The boyfriend regrets the fight and goes to Betty to apologise. He finds her entertaining guests, including the mysterious man. Another quarrel between the two is interrupted by the arrival of Betty's father (Gordon Harker). He tells Betty the family fortune, earned in the "champagne" business, has been wiped out in the stock market. The boyfriend leaves after hearing the news of their fortune. The father sees this as proof the boyfriend is only after money.
Betty decides to sell her jewellery but is robbed en route to the jewellers. Now penniless Betty and her father move into a small shabby apartment. Unbeknownst to Betty her father sneaks out to eat at an expensive restaurant after her cooking proves to be terrible. Once again her boyfriend tries for a reconciliation but is rebuked by Betty, who now thinks her father is right about the boyfriend, vows to get a job.
Betty finds work at a swank restaurant. Soon the mysterious man shows up and invites Betty to his table. She becomes uncomfortable with the stranger and is relieved when her boyfriend once again arrives. The mysterious man leaves after handing her a note that advises her to call him if she ever needs any help. The boyfriend openly disapproves of Betty's job. He leaves after a still angry Betty dances wildly to provoke him.
The boyfriend soon returns with Betty's father. He is outraged at Betty's "unseemly" job and confesses he lied about the loss of their fortune to teach her a lesson. Rather than being pleased, Betty is further angered by both the father and the boyfriend. She turns to the mysterious man who offers to take Betty back to America. Betty gladly accepts but is later horrified to find she has been locked in her cabin. She imagines the worst about the mysterious man's intentions and is both relieved and delighted when her boyfriend arrives yet again and releases her from the cabin. They soon reconcile.

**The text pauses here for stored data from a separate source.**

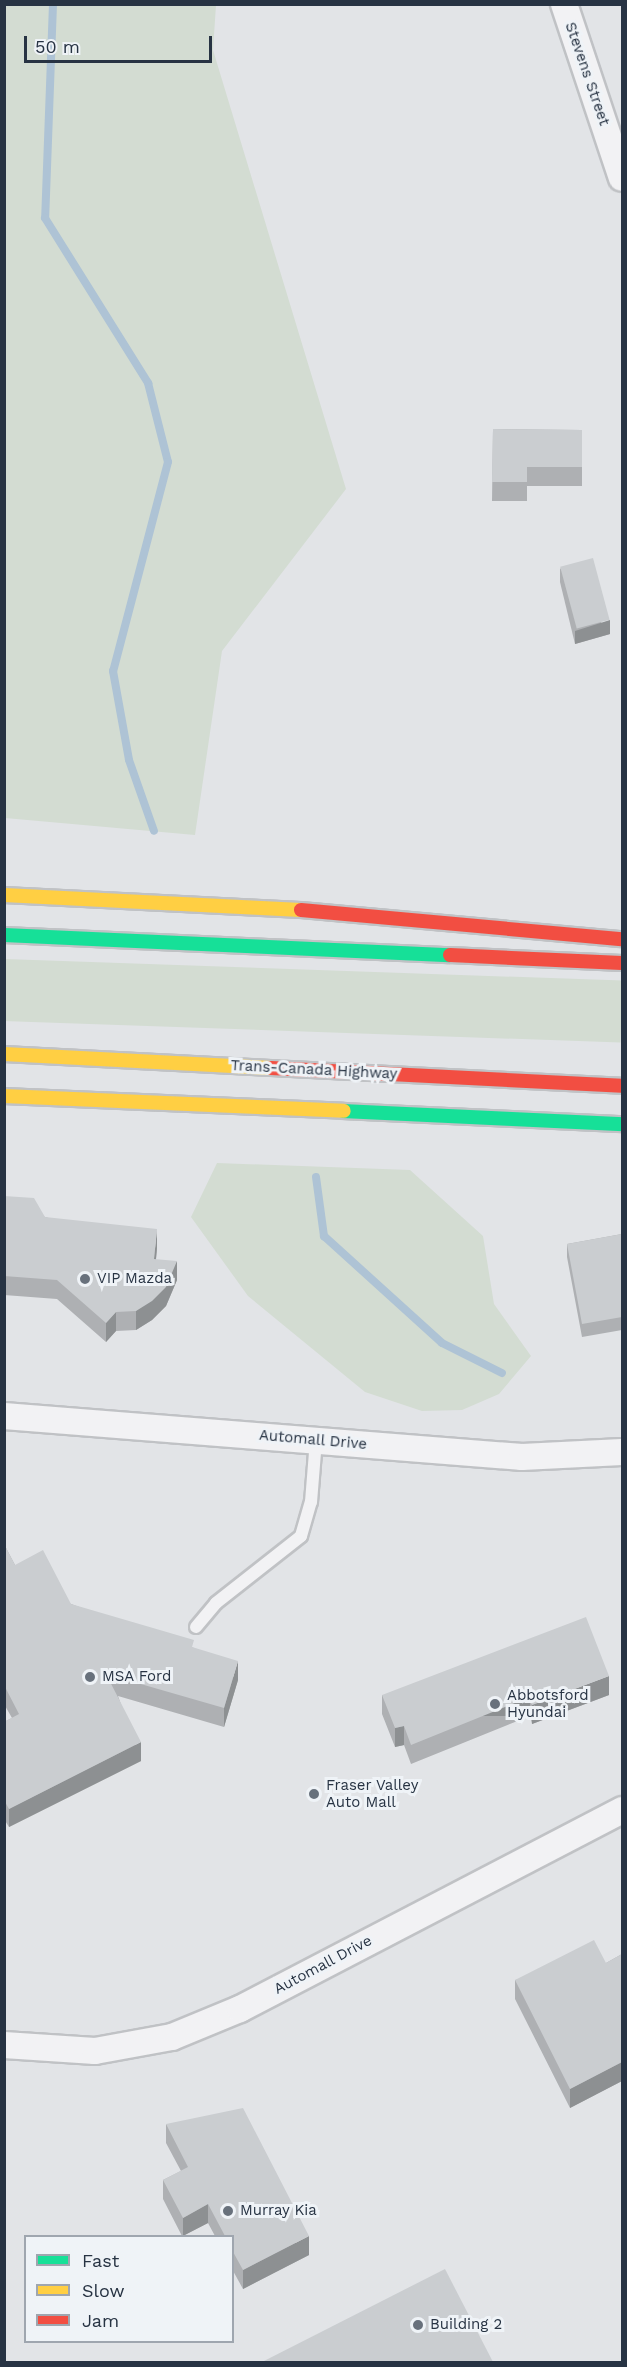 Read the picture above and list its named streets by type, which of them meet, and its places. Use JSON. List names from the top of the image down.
{
  "streets": {
    "highway": ["Trans-Canada Highway"],
    "street": ["Stevens Street", "Automall Drive"]
  },
  "places": [
    "VIP Mazda",
    "MSA Ford",
    "Abbotsford Hyundai",
    "Fraser Valley Auto Mall",
    "Murray Kia",
    "Building 2"
  ],
  "legend": ["Fast", "Slow", "Jam"],
  "scale_bar": "50 m"
} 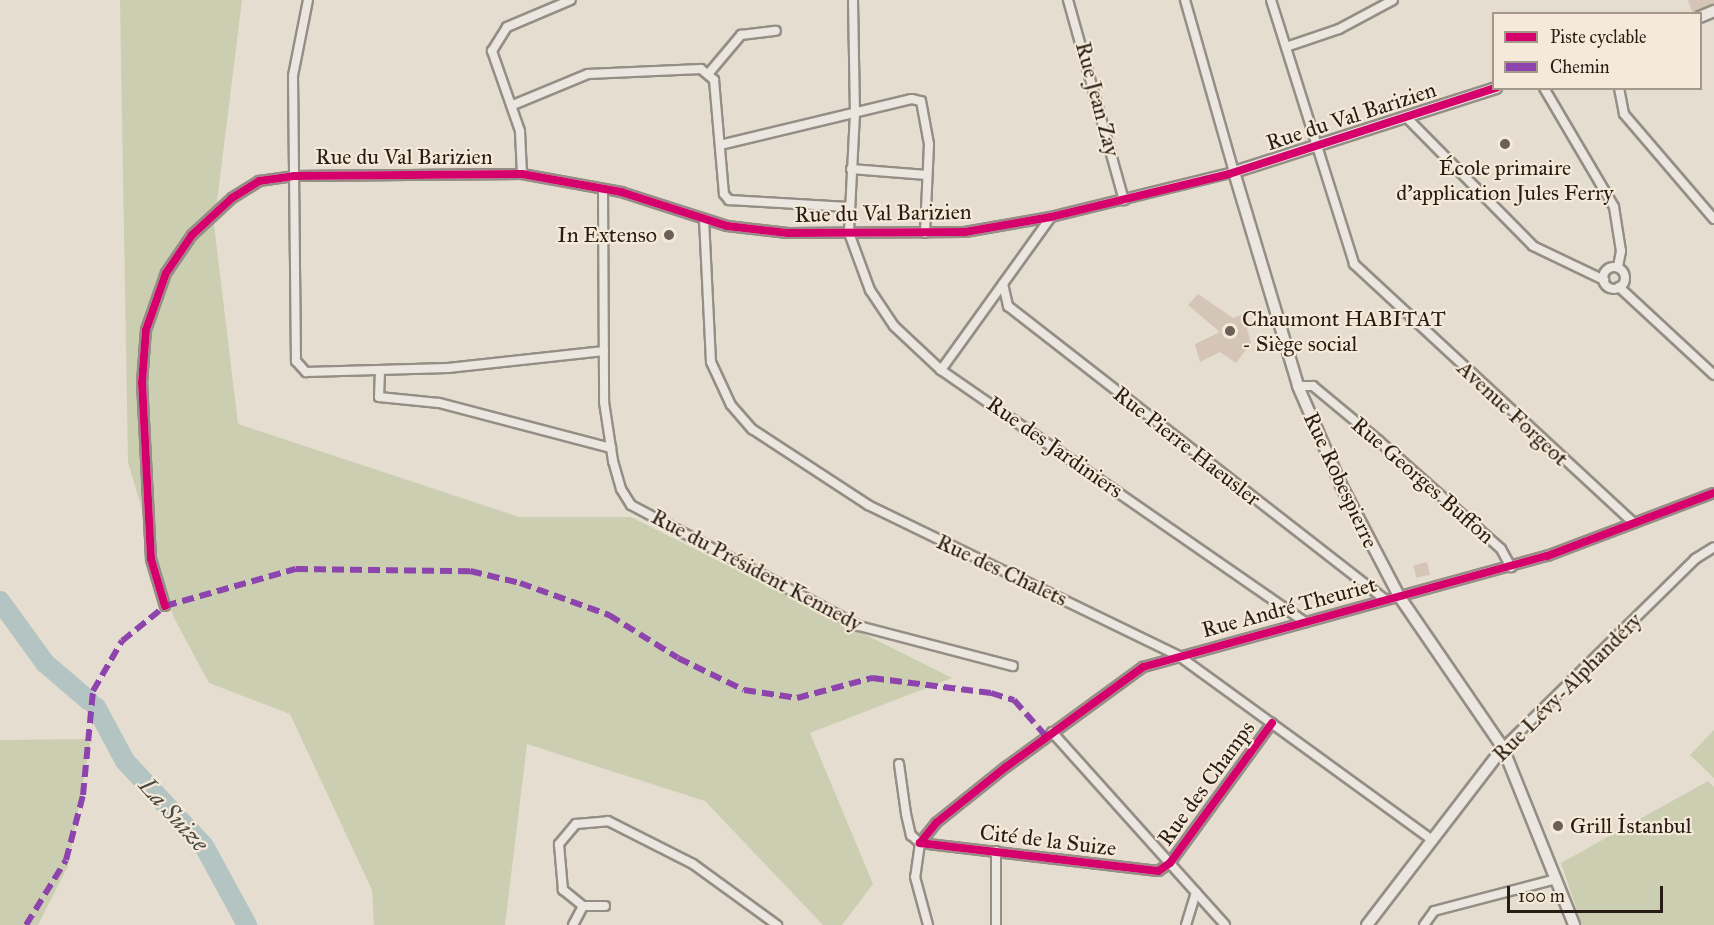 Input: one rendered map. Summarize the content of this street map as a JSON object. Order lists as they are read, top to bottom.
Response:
{
  "streets": {
    "street": [
      "Rue Jean Zay",
      "Rue du Val Barizien",
      "Avenue Forgeot",
      "Rue Pierre Haeusler",
      "Rue des Jardiniers",
      "Rue Robespierre",
      "Rue Georges Buffon",
      "Rue du Président Kennedy",
      "Rue des Chalets",
      "Rue André Theuriet",
      "Rue Lévy-Alphandéry",
      "Rue des Champs",
      "Cité de la Suize"
    ]
  },
  "crossings": [
    ["Rue Jean Zay", "Rue du Val Barizien"],
    ["Rue du Val Barizien", "Avenue Forgeot"],
    ["Rue du Val Barizien", "Rue des Jardiniers"],
    ["Rue du Val Barizien", "Rue Robespierre"],
    ["Rue du Val Barizien", "Rue du Président Kennedy"],
    ["Rue du Val Barizien", "Rue des Chalets"],
    ["Avenue Forgeot", "Rue André Theuriet"],
    ["Rue Pierre Haeusler", "Rue André Theuriet"],
    ["Rue des Jardiniers", "Rue André Theuriet"],
    ["Rue Robespierre", "Rue Georges Buffon"],
    ["Rue Robespierre", "Rue André Theuriet"],
    ["Rue Robespierre", "Rue Lévy-Alphandéry"],
    ["Rue Georges Buffon", "Rue André Theuriet"],
    ["Rue des Chalets", "Rue André Theuriet"],
    ["Rue des Chalets", "Rue Lévy-Alphandéry"],
    ["Rue des Chalets", "Rue des Champs"],
    ["Rue André Theuriet", "Cité de la Suize"],
    ["Rue des Champs", "Cité de la Suize"]
  ],
  "water": ["La Suize"],
  "places": [
    "École primaire d'application Jules Ferry",
    "In Extenso",
    "Chaumont HABITAT - Siège social",
    "Grill İstanbul"
  ],
  "legend": ["Piste cyclable", "Chemin"],
  "scale_bar": "100 m"
}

The boyfriend hides in the bathroom when they hear the mysterious man approaching. He enters with her father who confesses he hired the man to follow and protect her. The boyfriend is furious and comes forth to attack the man. Betty's father pacifies the boyfriend's anger by telling him he no longer disapproves of their wedding. The reunited couple start discussing the wedding when once again another argument starts.
- Betty Balfour – Betty
- Gordon Harker – Mark, Betty's Father
- Jean Bradin – The Boy
- Ferdinand von Alten – The Man (as Theo von Alten)
- Fanny Wright
- Alexander D'Arcy – (uncredited)
- Vivian Gibson – (uncredited)
- Clifford Heatherley – The Manager (uncredited)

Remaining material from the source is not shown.